• **Exercise instructions**:
An exact reprint of the data below is required, line for line.

··· Information ···

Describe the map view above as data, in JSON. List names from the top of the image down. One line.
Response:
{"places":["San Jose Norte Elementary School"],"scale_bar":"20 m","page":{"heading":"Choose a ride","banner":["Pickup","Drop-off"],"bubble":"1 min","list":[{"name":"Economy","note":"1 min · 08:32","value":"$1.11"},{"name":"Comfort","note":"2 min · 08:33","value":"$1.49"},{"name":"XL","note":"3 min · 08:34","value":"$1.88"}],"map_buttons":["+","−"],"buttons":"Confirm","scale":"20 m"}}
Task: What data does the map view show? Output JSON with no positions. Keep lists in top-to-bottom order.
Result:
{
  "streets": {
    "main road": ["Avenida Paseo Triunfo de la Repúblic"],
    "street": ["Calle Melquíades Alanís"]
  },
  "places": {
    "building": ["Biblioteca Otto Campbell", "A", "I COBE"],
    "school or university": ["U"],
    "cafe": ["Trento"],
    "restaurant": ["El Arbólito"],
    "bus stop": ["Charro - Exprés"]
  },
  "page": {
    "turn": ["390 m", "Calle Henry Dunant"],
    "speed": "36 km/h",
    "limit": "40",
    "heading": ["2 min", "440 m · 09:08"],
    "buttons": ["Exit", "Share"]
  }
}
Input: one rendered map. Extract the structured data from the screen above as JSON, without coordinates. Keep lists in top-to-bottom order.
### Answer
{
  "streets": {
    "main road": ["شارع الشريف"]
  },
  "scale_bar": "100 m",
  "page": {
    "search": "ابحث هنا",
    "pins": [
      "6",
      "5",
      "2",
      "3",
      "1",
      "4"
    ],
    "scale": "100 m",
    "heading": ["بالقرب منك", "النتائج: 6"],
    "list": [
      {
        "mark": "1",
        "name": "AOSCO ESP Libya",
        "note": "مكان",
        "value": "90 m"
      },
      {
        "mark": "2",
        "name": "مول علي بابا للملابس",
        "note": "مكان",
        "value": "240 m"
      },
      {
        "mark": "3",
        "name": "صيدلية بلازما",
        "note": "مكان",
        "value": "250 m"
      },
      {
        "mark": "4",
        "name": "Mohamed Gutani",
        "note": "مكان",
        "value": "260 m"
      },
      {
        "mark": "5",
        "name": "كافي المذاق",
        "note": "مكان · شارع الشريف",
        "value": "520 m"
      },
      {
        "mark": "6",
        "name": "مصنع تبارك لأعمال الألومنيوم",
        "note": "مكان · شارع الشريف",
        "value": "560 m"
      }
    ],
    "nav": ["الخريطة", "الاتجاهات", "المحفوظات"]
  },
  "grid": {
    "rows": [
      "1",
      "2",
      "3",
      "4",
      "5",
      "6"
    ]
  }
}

···

• **Written solution**:
Describe the map view above as data, in JSON. List names from the top of the image down. One line.
Response:
{"places":["San Jose Norte Elementary School"],"scale_bar":"20 m","page":{"heading":"Choose a ride","banner":["Pickup","Drop-off"],"bubble":"1 min","list":[{"name":"Economy","note":"1 min · 08:32","value":"$1.11"},{"name":"Comfort","note":"2 min · 08:33","value":"$1.49"},{"name":"XL","note":"3 min · 08:34","value":"$1.88"}],"map_buttons":["+","−"],"buttons":"Confirm","scale":"20 m"}}
Task: What data does the map view show? Output JSON with no positions. Keep lists in top-to-bottom order.
Result:
{
  "streets": {
    "main road": ["Avenida Paseo Triunfo de la Repúblic"],
    "street": ["Calle Melquíades Alanís"]
  },
  "places": {
    "building": ["Biblioteca Otto Campbell", "A", "I COBE"],
    "school or university": ["U"],
    "cafe": ["Trento"],
    "restaurant": ["El Arbólito"],
    "bus stop": ["Charro - Exprés"]
  },
  "page": {
    "turn": ["390 m", "Calle Henry Dunant"],
    "speed": "36 km/h",
    "limit": "40",
    "heading": ["2 min", "440 m · 09:08"],
    "buttons": ["Exit", "Share"]
  }
}
Input: one rendered map. Extract the structured data from the screen above as JSON, without coordinates. Keep lists in top-to-bottom order.
### Answer
{
  "streets": {
    "main road": ["شارع الشريف"]
  },
  "scale_bar": "100 m",
  "page": {
    "search": "ابحث هنا",
    "pins": [
      "6",
      "5",
      "2",
      "3",
      "1",
      "4"
    ],
    "scale": "100 m",
    "heading": ["بالقرب منك", "النتائج: 6"],
    "list": [
      {
        "mark": "1",
        "name": "AOSCO ESP Libya",
        "note": "مكان",
        "value": "90 m"
      },
      {
        "mark": "2",
        "name": "مول علي بابا للملابس",
        "note": "مكان",
        "value": "240 m"
      },
      {
        "mark": "3",
        "name": "صيدلية بلازما",
        "note": "مكان",
        "value": "250 m"
      },
      {
        "mark": "4",
        "name": "Mohamed Gutani",
        "note": "مكان",
        "value": "260 m"
      },
      {
        "mark": "5",
        "name": "كافي المذاق",
        "note": "مكان · شارع الشريف",
        "value": "520 m"
      },
      {
        "mark": "6",
        "name": "مصنع تبارك لأعمال الألومنيوم",
        "note": "مكان · شارع الشريف",
        "value": "560 m"
      }
    ],
    "nav": ["الخريطة", "الاتجاهات", "المحفوظات"]
  },
  "grid": {
    "rows": [
      "1",
      "2",
      "3",
      "4",
      "5",
      "6"
    ]
  }
}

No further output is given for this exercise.